Fig. 2 shows the distribution of PROMIS Pediatric T scores for CAT administration versus SF administration. For all PROMIS Pediatric domains, a wider T score range was seen with the CAT-5/6 than with either the CA-4 or the SF.

Figure 2. PROMIS pediatric domain T score distributions for short form (SF) versus computerized adaptive testing (CAT) administration. a. PROMIS pediatric anxiety; b. PROMIS pediatric depressive symptoms; c. PROMIS pediatric fatigue; d. PROMIS pediatric pain interference.

CAT and SF Ability to Differentiate Into Clinically Relevant Groups

Table 5 presents the PROMIS Pediatric symptom T-score means for the active disease and remission subgroups by form. All forms showed a statistically significant difference between active disease and remission for all PROMIS Pediatric symptom domains (i.e. the 95% CIs did not include 0). However, we found no statistically significant differences between the effect sizes when comparing the different forms (i.e. their 95% CIs included the effect size of other forms).

Table 5. Comparison of standardized differences between PROMIS pediatric domain mean scores among participants with remission versus active inflammatory bowel disease with use of short forms (SFs) versus computerized adaptive testing (CAT)^a

^a Absolute differences based on pooled standard deviations.

Discussion

We compared the performance of CAT and static SF administration of the PROMIS Pediatric symptom measures in a cohort of children with IBD. Our results demonstrate that the CAT and SF PROMIS Pediatric average T-scores are similar for anxiety and pain interference, with small differences for depressive symptoms and fatigue that were not considered meaningful (<3 points). The correlation among all forms was very high (ICCs ≥ 0.90). We found that the CAT-5/6, CAT-4, and SF-4 all had relatively high floor effects representing the absence of or very mild symptoms, but that the CAT-5/6 had the least floor effects compared to the other forms. We found negligible ceiling effects across all three forms. In general, the CAT-5/6 had lower SEMs than the CAT-4 and the SF-4, and the CAT-4 had lower SEM than the SF-4, suggesting that the CAT forms offer more precision than the SF. As expected, we did not find notable differences when looking at effect size differences between IBD children with active versus quiescent disease activity.

In the present study with a cohort wherein most children did not have severe symptom burden, the CAT and SF performed similarly, particularly in the distribution of symptom levels that represent mild to moderate symptom burden. If a sample distribution is expected to have severe symptom burden (i.e. a clinical trial enrolling patients with moderate-severe IBD), with more participants at the extremes of measure, then researchers may prefer the improved precision and reliability of the CAT over the SF. Additionally, the lower SEM and thus higher reliability of the CAT compared to the SF means that a smaller sample size is needed to obtain a desired level of statistical power (as the SEM is inversely related to reliability). As such, the CAT may provide particular value for rare disease research or studies involving difficult and/or costly patient recruitment.

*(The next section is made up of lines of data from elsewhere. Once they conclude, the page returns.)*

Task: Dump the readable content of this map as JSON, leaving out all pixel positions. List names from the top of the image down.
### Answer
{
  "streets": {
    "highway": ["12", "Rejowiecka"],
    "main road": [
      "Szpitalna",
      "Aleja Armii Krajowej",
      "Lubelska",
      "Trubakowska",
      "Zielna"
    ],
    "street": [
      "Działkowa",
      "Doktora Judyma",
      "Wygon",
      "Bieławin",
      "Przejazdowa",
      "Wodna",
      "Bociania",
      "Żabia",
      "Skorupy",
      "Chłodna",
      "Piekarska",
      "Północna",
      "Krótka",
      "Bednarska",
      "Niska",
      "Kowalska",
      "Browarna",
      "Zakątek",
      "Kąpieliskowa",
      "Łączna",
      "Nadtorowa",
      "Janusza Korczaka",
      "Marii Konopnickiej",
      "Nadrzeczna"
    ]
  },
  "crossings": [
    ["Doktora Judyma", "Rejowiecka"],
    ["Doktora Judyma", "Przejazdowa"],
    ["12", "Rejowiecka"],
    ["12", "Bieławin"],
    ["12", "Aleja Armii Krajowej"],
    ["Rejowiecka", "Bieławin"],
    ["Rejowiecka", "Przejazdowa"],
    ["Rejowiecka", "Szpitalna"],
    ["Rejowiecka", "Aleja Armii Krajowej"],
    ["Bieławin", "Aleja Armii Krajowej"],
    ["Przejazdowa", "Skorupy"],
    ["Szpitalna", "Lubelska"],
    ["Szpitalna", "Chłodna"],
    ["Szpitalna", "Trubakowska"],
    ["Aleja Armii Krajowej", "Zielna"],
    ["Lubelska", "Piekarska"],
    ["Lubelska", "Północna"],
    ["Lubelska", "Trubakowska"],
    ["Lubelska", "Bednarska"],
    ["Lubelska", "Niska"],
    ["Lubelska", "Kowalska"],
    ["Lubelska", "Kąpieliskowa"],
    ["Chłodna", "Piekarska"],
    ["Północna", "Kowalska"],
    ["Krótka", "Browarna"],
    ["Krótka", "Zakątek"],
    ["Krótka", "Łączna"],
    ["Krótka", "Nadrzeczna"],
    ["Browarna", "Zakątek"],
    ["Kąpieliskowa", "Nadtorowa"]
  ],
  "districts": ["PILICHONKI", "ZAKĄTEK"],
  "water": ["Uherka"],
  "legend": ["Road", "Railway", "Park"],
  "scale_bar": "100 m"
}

The CAT and SF instruments have been previously evaluated in the PROMIS Pediatric measures, but in a different cohort of 67 pediatric patients with juvenile myositis [Reference Patel, Esparza and Lai29]. The present study confirms many of this study’s findings and offers additional key insights. As in our study, Patel et al. found that the CAT and SF had similar scores and correlated highly, and that the CAT had fewer floor effects than the SF. One important difference between the studies is that our CAT stopping rule was earlier than the Patel et al. study, such that participants in the present study could receive a maximum of 6 CAT questions, while those in the latter study could receive up to 12 CAT questions. Patel et al. recommended a follow-up study such as ours to better optimize stopping rules [Reference Patel, Esparza and Lai29]. We showed that CAT offers improvement in floor effects and precision over the SF even with a stopping rule at six questions, which carries the added benefit of minimizing respondent burden.

Our results generally align with prior CAT versus SF studies of adult PROMIS measures including the Prosthetic Limb Uses Survey of Mobility (PLUS-M^TM), and the Activity Measure for Post-Acute Care (AM-PAC) [Reference Amtmann, Bamer and Kim17,Reference Fries, Witter and Rose22,Reference Choi, Reise and Pilkonis30–Reference Haley, Siebens and Coster34]. Our results and those of previous studies support an enhanced ability of the CAT (compared with the SF) to differentiate participants at the extremes of response and with lower SEM. A study of the PLUS-M^TM measure found that the CAT offered more reliable scores at higher levels of mobility (the outcome of interest) than the SF, but that the two test forms were similar in average scores [Reference Amtmann, Bamer and Kim17]. Fries et al. similarly showed reduced SEM for the CAT over equal-length static SFs across the severity spectrum for the PROMIS physical function domain [Reference Fries, Cella and Rose31]. In a study of the AM-PAC, Haley et al. determined that the CAT resulted in greater precision than randomly selected static items, particularly for low- and high-performing adults [Reference Haley, Ni and Hambleton33].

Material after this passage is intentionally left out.